The output should match the data below line for line.
##############################
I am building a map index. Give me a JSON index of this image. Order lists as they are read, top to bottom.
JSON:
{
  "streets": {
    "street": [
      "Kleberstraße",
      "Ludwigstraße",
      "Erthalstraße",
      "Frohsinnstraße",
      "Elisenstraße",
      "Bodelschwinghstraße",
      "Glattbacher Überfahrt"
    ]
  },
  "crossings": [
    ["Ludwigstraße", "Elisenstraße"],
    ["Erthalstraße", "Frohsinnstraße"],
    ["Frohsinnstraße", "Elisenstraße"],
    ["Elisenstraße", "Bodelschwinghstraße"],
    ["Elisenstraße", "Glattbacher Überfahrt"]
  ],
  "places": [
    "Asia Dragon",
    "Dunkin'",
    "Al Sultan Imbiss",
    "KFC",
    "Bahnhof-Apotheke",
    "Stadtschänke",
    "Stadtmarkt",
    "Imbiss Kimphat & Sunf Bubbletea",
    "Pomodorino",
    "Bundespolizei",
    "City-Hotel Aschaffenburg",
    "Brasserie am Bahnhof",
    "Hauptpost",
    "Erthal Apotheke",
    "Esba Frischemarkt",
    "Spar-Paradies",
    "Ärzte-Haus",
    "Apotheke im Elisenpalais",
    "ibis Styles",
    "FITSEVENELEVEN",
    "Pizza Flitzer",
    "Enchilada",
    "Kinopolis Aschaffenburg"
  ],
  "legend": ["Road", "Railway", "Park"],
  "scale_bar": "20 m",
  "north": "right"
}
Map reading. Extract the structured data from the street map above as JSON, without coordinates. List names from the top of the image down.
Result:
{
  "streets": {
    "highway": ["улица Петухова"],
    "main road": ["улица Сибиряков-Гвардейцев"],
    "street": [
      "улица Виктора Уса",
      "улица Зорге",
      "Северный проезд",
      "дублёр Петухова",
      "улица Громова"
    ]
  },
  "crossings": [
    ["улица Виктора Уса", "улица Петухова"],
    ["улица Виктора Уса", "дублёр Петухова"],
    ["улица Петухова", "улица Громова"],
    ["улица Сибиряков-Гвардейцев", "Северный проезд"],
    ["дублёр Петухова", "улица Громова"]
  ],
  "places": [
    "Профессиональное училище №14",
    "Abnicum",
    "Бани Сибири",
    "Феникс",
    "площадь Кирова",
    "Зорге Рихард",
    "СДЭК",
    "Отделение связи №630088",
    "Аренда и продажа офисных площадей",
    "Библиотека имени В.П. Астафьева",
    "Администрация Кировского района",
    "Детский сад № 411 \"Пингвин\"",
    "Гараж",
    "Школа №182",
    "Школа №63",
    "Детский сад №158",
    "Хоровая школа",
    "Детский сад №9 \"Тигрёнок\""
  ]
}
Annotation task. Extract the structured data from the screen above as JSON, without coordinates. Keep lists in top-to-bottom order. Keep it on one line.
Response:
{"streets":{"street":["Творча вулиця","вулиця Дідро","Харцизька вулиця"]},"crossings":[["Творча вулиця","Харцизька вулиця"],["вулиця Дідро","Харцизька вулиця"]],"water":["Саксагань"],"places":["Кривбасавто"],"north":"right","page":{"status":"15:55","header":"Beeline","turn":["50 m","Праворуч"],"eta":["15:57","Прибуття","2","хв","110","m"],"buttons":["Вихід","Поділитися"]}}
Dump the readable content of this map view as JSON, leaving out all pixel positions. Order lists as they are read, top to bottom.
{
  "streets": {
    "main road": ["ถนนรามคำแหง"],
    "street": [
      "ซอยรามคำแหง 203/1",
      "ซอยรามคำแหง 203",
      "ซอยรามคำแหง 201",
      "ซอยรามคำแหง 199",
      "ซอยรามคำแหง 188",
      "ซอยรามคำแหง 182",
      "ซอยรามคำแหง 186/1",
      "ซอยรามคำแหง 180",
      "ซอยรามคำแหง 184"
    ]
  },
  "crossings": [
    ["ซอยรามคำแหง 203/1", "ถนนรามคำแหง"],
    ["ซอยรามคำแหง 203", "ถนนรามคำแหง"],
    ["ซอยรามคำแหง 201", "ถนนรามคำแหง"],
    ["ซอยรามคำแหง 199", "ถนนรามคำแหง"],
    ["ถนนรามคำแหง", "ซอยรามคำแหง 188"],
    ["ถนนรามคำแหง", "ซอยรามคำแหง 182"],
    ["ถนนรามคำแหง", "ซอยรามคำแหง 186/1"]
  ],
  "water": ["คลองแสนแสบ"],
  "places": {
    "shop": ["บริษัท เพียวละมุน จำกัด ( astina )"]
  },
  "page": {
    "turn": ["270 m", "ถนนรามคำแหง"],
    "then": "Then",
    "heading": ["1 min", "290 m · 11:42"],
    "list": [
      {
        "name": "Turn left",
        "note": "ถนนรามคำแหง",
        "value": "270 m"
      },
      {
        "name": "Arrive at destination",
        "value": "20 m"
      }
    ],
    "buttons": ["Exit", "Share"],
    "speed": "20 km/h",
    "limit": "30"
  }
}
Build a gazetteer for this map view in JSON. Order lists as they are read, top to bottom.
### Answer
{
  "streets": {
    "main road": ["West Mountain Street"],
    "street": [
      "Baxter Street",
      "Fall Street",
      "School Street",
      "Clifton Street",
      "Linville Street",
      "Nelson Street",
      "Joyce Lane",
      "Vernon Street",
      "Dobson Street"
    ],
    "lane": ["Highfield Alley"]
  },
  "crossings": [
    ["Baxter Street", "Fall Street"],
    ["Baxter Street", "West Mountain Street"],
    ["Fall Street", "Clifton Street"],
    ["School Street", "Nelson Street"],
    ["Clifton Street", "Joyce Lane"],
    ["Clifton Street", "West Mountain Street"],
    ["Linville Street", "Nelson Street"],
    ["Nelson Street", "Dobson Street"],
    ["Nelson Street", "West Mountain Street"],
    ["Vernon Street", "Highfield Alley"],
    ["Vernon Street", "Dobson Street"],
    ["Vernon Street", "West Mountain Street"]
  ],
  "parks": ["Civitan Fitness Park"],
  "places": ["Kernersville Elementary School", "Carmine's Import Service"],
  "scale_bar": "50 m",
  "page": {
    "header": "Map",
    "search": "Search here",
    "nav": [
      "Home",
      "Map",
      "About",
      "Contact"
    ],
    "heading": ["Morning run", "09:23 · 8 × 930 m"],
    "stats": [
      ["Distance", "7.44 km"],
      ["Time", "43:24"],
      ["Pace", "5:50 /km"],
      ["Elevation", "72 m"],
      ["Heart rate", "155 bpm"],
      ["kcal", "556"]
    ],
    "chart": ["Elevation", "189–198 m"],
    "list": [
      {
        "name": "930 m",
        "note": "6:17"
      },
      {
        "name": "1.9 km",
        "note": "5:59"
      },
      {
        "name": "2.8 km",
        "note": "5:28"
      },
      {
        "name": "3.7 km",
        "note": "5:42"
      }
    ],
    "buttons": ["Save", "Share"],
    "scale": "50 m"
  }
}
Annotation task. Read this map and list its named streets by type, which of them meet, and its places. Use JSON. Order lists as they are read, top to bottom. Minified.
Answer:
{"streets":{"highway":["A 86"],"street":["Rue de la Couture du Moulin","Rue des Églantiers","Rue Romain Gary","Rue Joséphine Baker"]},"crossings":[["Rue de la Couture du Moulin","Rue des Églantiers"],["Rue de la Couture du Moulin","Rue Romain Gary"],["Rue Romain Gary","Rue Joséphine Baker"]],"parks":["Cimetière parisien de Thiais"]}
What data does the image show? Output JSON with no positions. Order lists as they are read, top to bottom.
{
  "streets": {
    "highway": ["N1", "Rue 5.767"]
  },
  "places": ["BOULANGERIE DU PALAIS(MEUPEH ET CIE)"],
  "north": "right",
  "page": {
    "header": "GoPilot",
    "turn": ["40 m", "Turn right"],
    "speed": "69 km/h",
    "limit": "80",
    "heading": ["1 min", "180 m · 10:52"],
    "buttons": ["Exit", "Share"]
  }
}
##############################
[The answer]
I am building a map index. Give me a JSON index of this image. Order lists as they are read, top to bottom.
JSON:
{
  "streets": {
    "street": [
      "Kleberstraße",
      "Ludwigstraße",
      "Erthalstraße",
      "Frohsinnstraße",
      "Elisenstraße",
      "Bodelschwinghstraße",
      "Glattbacher Überfahrt"
    ]
  },
  "crossings": [
    ["Ludwigstraße", "Elisenstraße"],
    ["Erthalstraße", "Frohsinnstraße"],
    ["Frohsinnstraße", "Elisenstraße"],
    ["Elisenstraße", "Bodelschwinghstraße"],
    ["Elisenstraße", "Glattbacher Überfahrt"]
  ],
  "places": [
    "Asia Dragon",
    "Dunkin'",
    "Al Sultan Imbiss",
    "KFC",
    "Bahnhof-Apotheke",
    "Stadtschänke",
    "Stadtmarkt",
    "Imbiss Kimphat & Sunf Bubbletea",
    "Pomodorino",
    "Bundespolizei",
    "City-Hotel Aschaffenburg",
    "Brasserie am Bahnhof",
    "Hauptpost",
    "Erthal Apotheke",
    "Esba Frischemarkt",
    "Spar-Paradies",
    "Ärzte-Haus",
    "Apotheke im Elisenpalais",
    "ibis Styles",
    "FITSEVENELEVEN",
    "Pizza Flitzer",
    "Enchilada",
    "Kinopolis Aschaffenburg"
  ],
  "legend": ["Road", "Railway", "Park"],
  "scale_bar": "20 m",
  "north": "right"
}
Map reading. Extract the structured data from the street map above as JSON, without coordinates. List names from the top of the image down.
Result:
{
  "streets": {
    "highway": ["улица Петухова"],
    "main road": ["улица Сибиряков-Гвардейцев"],
    "street": [
      "улица Виктора Уса",
      "улица Зорге",
      "Северный проезд",
      "дублёр Петухова",
      "улица Громова"
    ]
  },
  "crossings": [
    ["улица Виктора Уса", "улица Петухова"],
    ["улица Виктора Уса", "дублёр Петухова"],
    ["улица Петухова", "улица Громова"],
    ["улица Сибиряков-Гвардейцев", "Северный проезд"],
    ["дублёр Петухова", "улица Громова"]
  ],
  "places": [
    "Профессиональное училище №14",
    "Abnicum",
    "Бани Сибири",
    "Феникс",
    "площадь Кирова",
    "Зорге Рихард",
    "СДЭК",
    "Отделение связи №630088",
    "Аренда и продажа офисных площадей",
    "Библиотека имени В.П. Астафьева",
    "Администрация Кировского района",
    "Детский сад № 411 \"Пингвин\"",
    "Гараж",
    "Школа №182",
    "Школа №63",
    "Детский сад №158",
    "Хоровая школа",
    "Детский сад №9 \"Тигрёнок\""
  ]
}
Annotation task. Extract the structured data from the screen above as JSON, without coordinates. Keep lists in top-to-bottom order. Keep it on one line.
Response:
{"streets":{"street":["Творча вулиця","вулиця Дідро","Харцизька вулиця"]},"crossings":[["Творча вулиця","Харцизька вулиця"],["вулиця Дідро","Харцизька вулиця"]],"water":["Саксагань"],"places":["Кривбасавто"],"north":"right","page":{"status":"15:55","header":"Beeline","turn":["50 m","Праворуч"],"eta":["15:57","Прибуття","2","хв","110","m"],"buttons":["Вихід","Поділитися"]}}
Dump the readable content of this map view as JSON, leaving out all pixel positions. Order lists as they are read, top to bottom.
{
  "streets": {
    "main road": ["ถนนรามคำแหง"],
    "street": [
      "ซอยรามคำแหง 203/1",
      "ซอยรามคำแหง 203",
      "ซอยรามคำแหง 201",
      "ซอยรามคำแหง 199",
      "ซอยรามคำแหง 188",
      "ซอยรามคำแหง 182",
      "ซอยรามคำแหง 186/1",
      "ซอยรามคำแหง 180",
      "ซอยรามคำแหง 184"
    ]
  },
  "crossings": [
    ["ซอยรามคำแหง 203/1", "ถนนรามคำแหง"],
    ["ซอยรามคำแหง 203", "ถนนรามคำแหง"],
    ["ซอยรามคำแหง 201", "ถนนรามคำแหง"],
    ["ซอยรามคำแหง 199", "ถนนรามคำแหง"],
    ["ถนนรามคำแหง", "ซอยรามคำแหง 188"],
    ["ถนนรามคำแหง", "ซอยรามคำแหง 182"],
    ["ถนนรามคำแหง", "ซอยรามคำแหง 186/1"]
  ],
  "water": ["คลองแสนแสบ"],
  "places": {
    "shop": ["บริษัท เพียวละมุน จำกัด ( astina )"]
  },
  "page": {
    "turn": ["270 m", "ถนนรามคำแหง"],
    "then": "Then",
    "heading": ["1 min", "290 m · 11:42"],
    "list": [
      {
        "name": "Turn left",
        "note": "ถนนรามคำแหง",
        "value": "270 m"
      },
      {
        "name": "Arrive at destination",
        "value": "20 m"
      }
    ],
    "buttons": ["Exit", "Share"],
    "speed": "20 km/h",
    "limit": "30"
  }
}
Build a gazetteer for this map view in JSON. Order lists as they are read, top to bottom.
### Answer
{
  "streets": {
    "main road": ["West Mountain Street"],
    "street": [
      "Baxter Street",
      "Fall Street",
      "School Street",
      "Clifton Street",
      "Linville Street",
      "Nelson Street",
      "Joyce Lane",
      "Vernon Street",
      "Dobson Street"
    ],
    "lane": ["Highfield Alley"]
  },
  "crossings": [
    ["Baxter Street", "Fall Street"],
    ["Baxter Street", "West Mountain Street"],
    ["Fall Street", "Clifton Street"],
    ["School Street", "Nelson Street"],
    ["Clifton Street", "Joyce Lane"],
    ["Clifton Street", "West Mountain Street"],
    ["Linville Street", "Nelson Street"],
    ["Nelson Street", "Dobson Street"],
    ["Nelson Street", "West Mountain Street"],
    ["Vernon Street", "Highfield Alley"],
    ["Vernon Street", "Dobson Street"],
    ["Vernon Street", "West Mountain Street"]
  ],
  "parks": ["Civitan Fitness Park"],
  "places": ["Kernersville Elementary School", "Carmine's Import Service"],
  "scale_bar": "50 m",
  "page": {
    "header": "Map",
    "search": "Search here",
    "nav": [
      "Home",
      "Map",
      "About",
      "Contact"
    ],
    "heading": ["Morning run", "09:23 · 8 × 930 m"],
    "stats": [
      ["Distance", "7.44 km"],
      ["Time", "43:24"],
      ["Pace", "5:50 /km"],
      ["Elevation", "72 m"],
      ["Heart rate", "155 bpm"],
      ["kcal", "556"]
    ],
    "chart": ["Elevation", "189–198 m"],
    "list": [
      {
        "name": "930 m",
        "note": "6:17"
      },
      {
        "name": "1.9 km",
        "note": "5:59"
      },
      {
        "name": "2.8 km",
        "note": "5:28"
      },
      {
        "name": "3.7 km",
        "note": "5:42"
      }
    ],
    "buttons": ["Save", "Share"],
    "scale": "50 m"
  }
}
Annotation task. Read this map and list its named streets by type, which of them meet, and its places. Use JSON. Order lists as they are read, top to bottom. Minified.
Answer:
{"streets":{"highway":["A 86"],"street":["Rue de la Couture du Moulin","Rue des Églantiers","Rue Romain Gary","Rue Joséphine Baker"]},"crossings":[["Rue de la Couture du Moulin","Rue des Églantiers"],["Rue de la Couture du Moulin","Rue Romain Gary"],["Rue Romain Gary","Rue Joséphine Baker"]],"parks":["Cimetière parisien de Thiais"]}
What data does the image show? Output JSON with no positions. Order lists as they are read, top to bottom.
{
  "streets": {
    "highway": ["N1", "Rue 5.767"]
  },
  "places": ["BOULANGERIE DU PALAIS(MEUPEH ET CIE)"],
  "north": "right",
  "page": {
    "header": "GoPilot",
    "turn": ["40 m", "Turn right"],
    "speed": "69 km/h",
    "limit": "80",
    "heading": ["1 min", "180 m · 10:52"],
    "buttons": ["Exit", "Share"]
  }
}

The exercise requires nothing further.